11 School Shootings in 24 Days

The problem with that reasoning is that the emotional heft is equal whether the correct number of shootings is 11, 3, or even 1. Any of those numbers of school shootings in a month is equally unacceptable and intolerable. So parsing whether the headline number is accurate rather misses the point entirely. And is often an attempt to actively obfuscate the issue and derail discussion of it in favor of the status quo.
There is no problem with that reasoning.

The OP talked about an "alarming number" of school shootings, which is clearly phrasing that is designed to make it seem like there had been a rise in school shootings, and that the last month has been bloodier than what we have seen in the past. This is simply not the case, and because of that, the number of shooting is of incredible importance, because in the last years only there have been a dozen or so months that have seen more school shootings than this January, and ended with far higher body counts.

This does not mean that my post invalidated the existence of the actual problem in any way, quite the opposite, it validates the problem, and I even made sure to point at the actual problem - 5 dead in 3 shootings - in my post, using neutral language, without trying to downplay it in any way.

If you think that the things that were said in this thread have made it seem like the actual problem doesn't exist, then you should have something along the lines of: "While it's true that the OP is overplaying the scope of the problem, but the actual problem is still real. Even a single dead is too much. <etc>", instead of concentrating on the fact that I pointed out that the statistic in the OP is misleading. Because correcting false information is important, nobody wins if both sides just make up their own statistics.

Trying to claim that people who point at misleading statistics are "harmful" instead of focusing on the people who invent and spread those statistics is just wrong, no matter how you look at it.
 
The problem with that reasoning is that the emotional heft is equal whether the correct number of shootings is 11, 3, or even 1. Any of those numbers of school shootings in a month is equally unacceptable and intolerable. So parsing whether the headline number is accurate rather misses the point entirely. And is often an attempt to actively obfuscate the issue and derail discussion of it in favor of the status quo.

The OP discussion is "alarming number of high school shootings" this month. So what is being obfuscated by fact checking the OP topic? Could one not just make a thread about school shootings in general instead of quoting (presumably) a false social media news feed headline?
 
The problem with that reasoning is that the emotional heft is equal whether the correct number of shootings is 11, 3, or even 1. Any of those numbers of school shootings in a month is equally unacceptable and intolerable. So parsing whether the headline number is accurate rather misses the point entirely. And is often an attempt to actively obfuscate the issue and derail discussion of it in favor of the status quo.

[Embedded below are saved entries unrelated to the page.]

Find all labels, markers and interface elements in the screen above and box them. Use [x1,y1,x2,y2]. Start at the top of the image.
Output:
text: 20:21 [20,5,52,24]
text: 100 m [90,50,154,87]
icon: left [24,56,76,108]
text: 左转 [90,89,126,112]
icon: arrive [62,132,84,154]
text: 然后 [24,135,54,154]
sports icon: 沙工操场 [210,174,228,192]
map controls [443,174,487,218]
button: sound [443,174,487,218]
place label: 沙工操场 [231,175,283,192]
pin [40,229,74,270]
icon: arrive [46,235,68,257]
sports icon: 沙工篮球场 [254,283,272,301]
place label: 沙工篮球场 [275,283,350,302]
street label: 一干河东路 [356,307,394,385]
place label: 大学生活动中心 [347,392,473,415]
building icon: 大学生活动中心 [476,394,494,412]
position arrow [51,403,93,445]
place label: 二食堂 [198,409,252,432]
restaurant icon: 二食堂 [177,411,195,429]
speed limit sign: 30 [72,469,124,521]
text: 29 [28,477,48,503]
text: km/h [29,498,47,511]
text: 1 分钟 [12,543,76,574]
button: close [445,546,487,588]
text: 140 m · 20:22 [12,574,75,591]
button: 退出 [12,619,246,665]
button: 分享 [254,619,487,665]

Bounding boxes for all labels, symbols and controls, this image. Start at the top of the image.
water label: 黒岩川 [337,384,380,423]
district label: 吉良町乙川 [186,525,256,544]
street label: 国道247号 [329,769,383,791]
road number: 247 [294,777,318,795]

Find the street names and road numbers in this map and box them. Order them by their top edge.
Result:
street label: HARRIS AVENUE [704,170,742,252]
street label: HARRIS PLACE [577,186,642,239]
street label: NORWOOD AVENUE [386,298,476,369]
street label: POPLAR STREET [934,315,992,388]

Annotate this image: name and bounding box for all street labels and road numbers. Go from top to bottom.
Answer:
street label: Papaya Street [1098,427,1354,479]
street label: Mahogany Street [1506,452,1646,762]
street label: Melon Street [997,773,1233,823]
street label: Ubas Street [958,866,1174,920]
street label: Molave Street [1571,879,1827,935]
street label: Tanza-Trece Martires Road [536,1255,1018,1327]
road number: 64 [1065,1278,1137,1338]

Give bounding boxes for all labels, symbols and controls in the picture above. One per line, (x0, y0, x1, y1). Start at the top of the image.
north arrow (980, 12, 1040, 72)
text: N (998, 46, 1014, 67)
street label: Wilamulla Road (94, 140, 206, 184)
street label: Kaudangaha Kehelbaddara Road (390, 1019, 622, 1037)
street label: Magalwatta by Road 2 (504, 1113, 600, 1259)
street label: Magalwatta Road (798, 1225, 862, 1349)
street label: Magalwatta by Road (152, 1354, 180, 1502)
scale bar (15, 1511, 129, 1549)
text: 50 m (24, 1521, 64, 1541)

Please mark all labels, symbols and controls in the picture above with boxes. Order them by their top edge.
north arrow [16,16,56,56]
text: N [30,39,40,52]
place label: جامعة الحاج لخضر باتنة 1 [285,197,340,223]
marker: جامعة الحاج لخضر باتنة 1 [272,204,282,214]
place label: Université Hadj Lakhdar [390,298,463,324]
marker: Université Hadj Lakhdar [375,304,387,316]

Yes. Who needs facts and accuracy in reporting. Deliberate manipulation is fine.
 
And Amazon can replace all the stores so no more mall shootings, and we can just listen to music on our phones so no more concert shootings, and Netflix solves theater shootings, and televangelists solve church shootings...and when we get to where no one is going anywhere there won't be any more drive by shootings, and we can all just hole up in our rooms and in a single generation all the problems are solved.

Maybe this is the answer to the Fermi Paradox.

But probably not.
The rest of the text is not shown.